A Brief Note on Stewart Udall

I recently had the opportunity to watch “The Politics of Beauty,” a new documentary (currently touring film festivals around the country) on Stewart Udall, who was the Secretary of the Interior from 1961 to 1969, under both Presidents Kennedy and Johnson, and one of the strongest voices in the U.S. government on behalf of environmental protection during the whole history of the Cold War. He was also a product of the politically influential Udall family out of Arizona; the movie’s brief references to Udall’s identity as a cultural Mormon, and his relationship to the Mormon church and its people, is one of the few elements of the film which I think miss the mark, however slightly. (Marc Bohn’s tribute to Udall on Times & Seasons back in 2010 remains excellent reading in that regard.) I’ve written a post diving into Udall’s ideas, and both how they went beyond the environmental thinking of his time, and how subsequent developments in our thinking about the natural world (particularly as driven by climate change) show their limitations; you can read it here, if you’re interested.

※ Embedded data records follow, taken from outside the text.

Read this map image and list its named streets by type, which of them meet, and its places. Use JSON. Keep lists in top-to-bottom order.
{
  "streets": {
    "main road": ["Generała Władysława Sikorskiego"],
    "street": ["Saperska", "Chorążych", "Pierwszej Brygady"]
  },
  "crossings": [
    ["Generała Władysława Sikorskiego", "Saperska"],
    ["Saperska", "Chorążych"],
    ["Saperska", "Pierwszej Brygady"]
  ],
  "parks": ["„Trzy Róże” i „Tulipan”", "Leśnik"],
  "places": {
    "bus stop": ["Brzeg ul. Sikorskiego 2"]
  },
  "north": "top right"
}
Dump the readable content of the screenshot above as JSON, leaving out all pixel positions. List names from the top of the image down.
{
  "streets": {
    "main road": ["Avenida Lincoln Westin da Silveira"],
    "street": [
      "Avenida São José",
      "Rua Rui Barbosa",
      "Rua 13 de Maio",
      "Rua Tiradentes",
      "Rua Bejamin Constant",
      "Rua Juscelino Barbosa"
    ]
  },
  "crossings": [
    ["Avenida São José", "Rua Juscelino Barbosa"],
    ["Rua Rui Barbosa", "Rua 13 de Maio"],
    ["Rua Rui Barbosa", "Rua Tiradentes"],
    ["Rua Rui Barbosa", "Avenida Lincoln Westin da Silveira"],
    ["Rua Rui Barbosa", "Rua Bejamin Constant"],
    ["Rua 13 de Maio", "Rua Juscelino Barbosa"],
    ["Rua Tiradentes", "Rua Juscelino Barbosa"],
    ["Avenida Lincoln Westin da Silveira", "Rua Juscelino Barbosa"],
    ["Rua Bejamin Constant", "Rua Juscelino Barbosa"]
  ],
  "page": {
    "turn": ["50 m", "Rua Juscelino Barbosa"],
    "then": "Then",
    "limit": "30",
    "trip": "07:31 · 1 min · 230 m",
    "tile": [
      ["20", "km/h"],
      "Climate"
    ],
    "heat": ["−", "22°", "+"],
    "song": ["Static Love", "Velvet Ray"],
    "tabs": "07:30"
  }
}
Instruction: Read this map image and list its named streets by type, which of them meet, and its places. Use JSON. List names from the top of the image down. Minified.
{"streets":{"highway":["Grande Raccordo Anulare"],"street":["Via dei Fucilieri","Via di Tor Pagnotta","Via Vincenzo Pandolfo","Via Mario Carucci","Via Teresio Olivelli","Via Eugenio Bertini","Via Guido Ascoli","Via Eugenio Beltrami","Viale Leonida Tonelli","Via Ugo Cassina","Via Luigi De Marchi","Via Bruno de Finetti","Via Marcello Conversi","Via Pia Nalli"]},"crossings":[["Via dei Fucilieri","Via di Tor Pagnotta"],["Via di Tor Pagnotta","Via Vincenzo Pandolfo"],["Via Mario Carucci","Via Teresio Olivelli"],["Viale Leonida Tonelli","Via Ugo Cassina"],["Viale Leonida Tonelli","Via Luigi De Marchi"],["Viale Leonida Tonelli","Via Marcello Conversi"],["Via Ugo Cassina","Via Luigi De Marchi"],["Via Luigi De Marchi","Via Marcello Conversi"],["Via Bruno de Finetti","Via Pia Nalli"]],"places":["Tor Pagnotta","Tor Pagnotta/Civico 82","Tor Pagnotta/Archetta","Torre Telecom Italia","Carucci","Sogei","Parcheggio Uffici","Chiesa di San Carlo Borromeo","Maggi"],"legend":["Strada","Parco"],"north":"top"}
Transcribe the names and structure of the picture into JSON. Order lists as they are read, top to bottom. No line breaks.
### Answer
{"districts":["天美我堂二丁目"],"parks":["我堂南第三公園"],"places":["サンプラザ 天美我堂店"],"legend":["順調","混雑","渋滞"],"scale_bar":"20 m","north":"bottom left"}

In the meantime, here is a preview sample of the documentary; the movie is quite wonderful overall, and well worth watching. At a time when, unfortunately, a majority of Mormon voters in Utah continue to support, however reluctantly, a fascist-adjacent flunky, it’s nice to be reminded of the progressives our tradition has produced as well.

Udall Sampler 12 min from Greg Davis on Vimeo.


  1. Laurel Lee Pedersen says:

    was deeply touched by the film and the Times and Seasons article about the Udall family. My husband’s mother descends from Philip Klingonsmith, the bishop of Cedar City, who turned the state’s evidence at John D. Lee’s trial. The Mountain Meadows Massacre scarred so many southern Utah families, and I am grateful for everyone who has done such healing work in its aftermath. Everyone has their own talents and virtues in God’s kingdom, and I am grateful for all the Udalls who blessed our country and the church with theirs.